山本雄大主審はノーゴールと判定し、プレーはそのまま続行されたが、スロー映像で確認すると、ゴール内でポープ・ウィリアムが手で掻き出していた地点がゴールラインよりも内側に映っている。ゴールラインを完全に越えたように見え、SNS上を中心に物議を醸した。秋田側もJリーグに対して正式文書提出を発表するなど、波紋を広げている。
家本氏はまず、秋田が出した正式文書について、レフェリーへのリスペクトも含めた声明を「本当に素晴らしいと思いました。競技規則には『判定が正しかろうと間違っていようと、主審と主審の下した判定をリスペクトすること』と明記されているのですが、まさにこういうことだと。秋田の選手や監督、クラブとしての対応はもっと称賛されてほしいです」と絶賛。そのうえで、判定について審判目線で見解を示している。
前提として、「レフェリーには判断できるものと、判別不能のものがある」と人間が判定する限界もあると家本氏は指摘。秋田のシーンでは「不快な思いをされた方々の気持ちも十分わかりますが、残念ながらあの状況で現場のレフェリーが、ボールがゴールに入ったかどうかを正確に認識することは不可能です」と4人の審判団での判別が厳しかったことを主張した。
「もちろん、ゴールが認められなかったのは事実ですごく残念です。秋田の選手のゴールは本当に素晴らしいものでした。しかし、人間である以上ミスや認識できないことは誰にでもあります。この事象では、副審側にゴールキーパーの身体が流れ、ボールを隠してしまうなど、審判団にとっていろいろな不幸が重なってしまいました。レフェリーは我々が見たような高い位置からの映像を試合中自由に見ることができません。SNS上で出回っている映像を見て、レフェリーを批判するのは違うと思います」
この試合を担当した山本レフェリーは、2019年5月17日のJ1リーグ第12節の浦和レッズ対湘南ベルマーレ戦(2-3)でも主審を務め、その際にも湘南側のゴールを“ノーゴール”と判定したシーンが賛否を呼んだ。家本氏によると当時、試合後にJリーグが研究機関に依頼し、CGで主審アングルと副審アングルの映像を作ったという。あの秋田のゴールが現場の審判にどのように見えていたのかをみんなが知ることができれば、「これってやっぱり無理だよねと視覚を通じて理解することができる」と家本氏は持論を展開している。

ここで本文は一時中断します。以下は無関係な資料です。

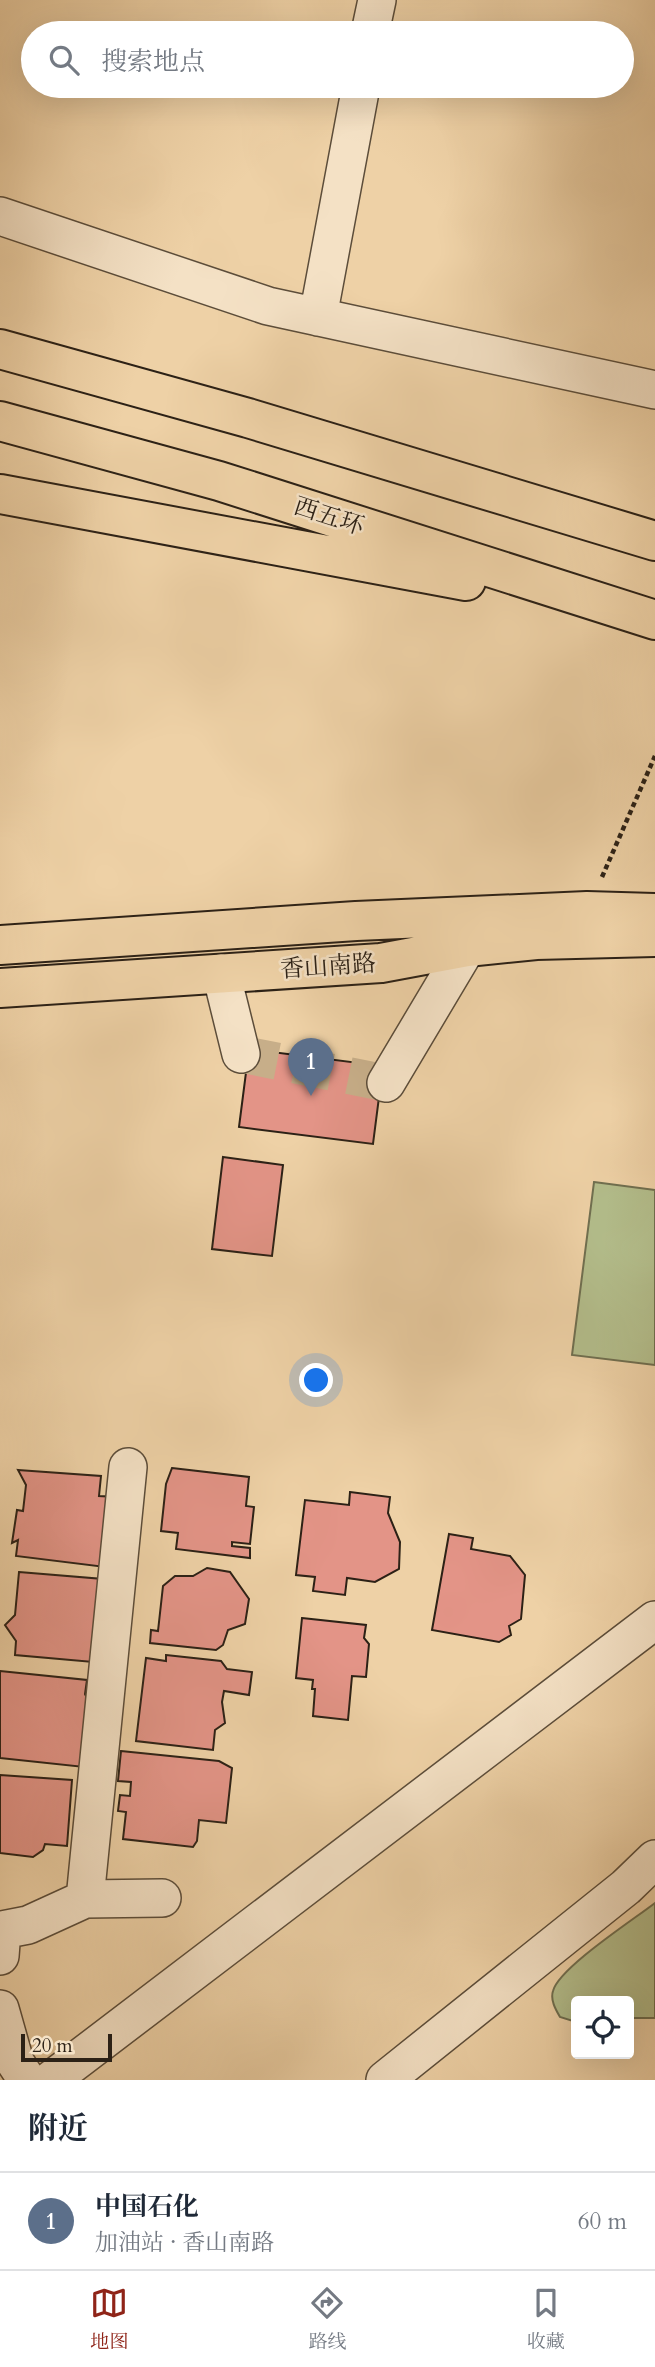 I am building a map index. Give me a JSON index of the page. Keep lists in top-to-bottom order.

「4年前のように、該当シーンと同じ状況をカメラなどで撮った“検証映像”のようなものをJリーグや日本サッカー協会審判委員会などが公開すれば、あの瞬間にレフェリーや副審が見ている景色が可視化されます。検察の事件に対する現場検証のようなイメージです。”審判を守る”というのは、こういうことをやってその情報を多くの人に発信して理解を得ることだと個人的には思っています」
レフェリーを守るために現状早急にできるのは「追加副審システムだけ」
家本氏は、レフェリーを守るためにも納得感のある映像の提供が必要だと語った。では、J2以下のカテゴリーでのVARやゴールラインテクノロジーなどの導入はどうなっているのか。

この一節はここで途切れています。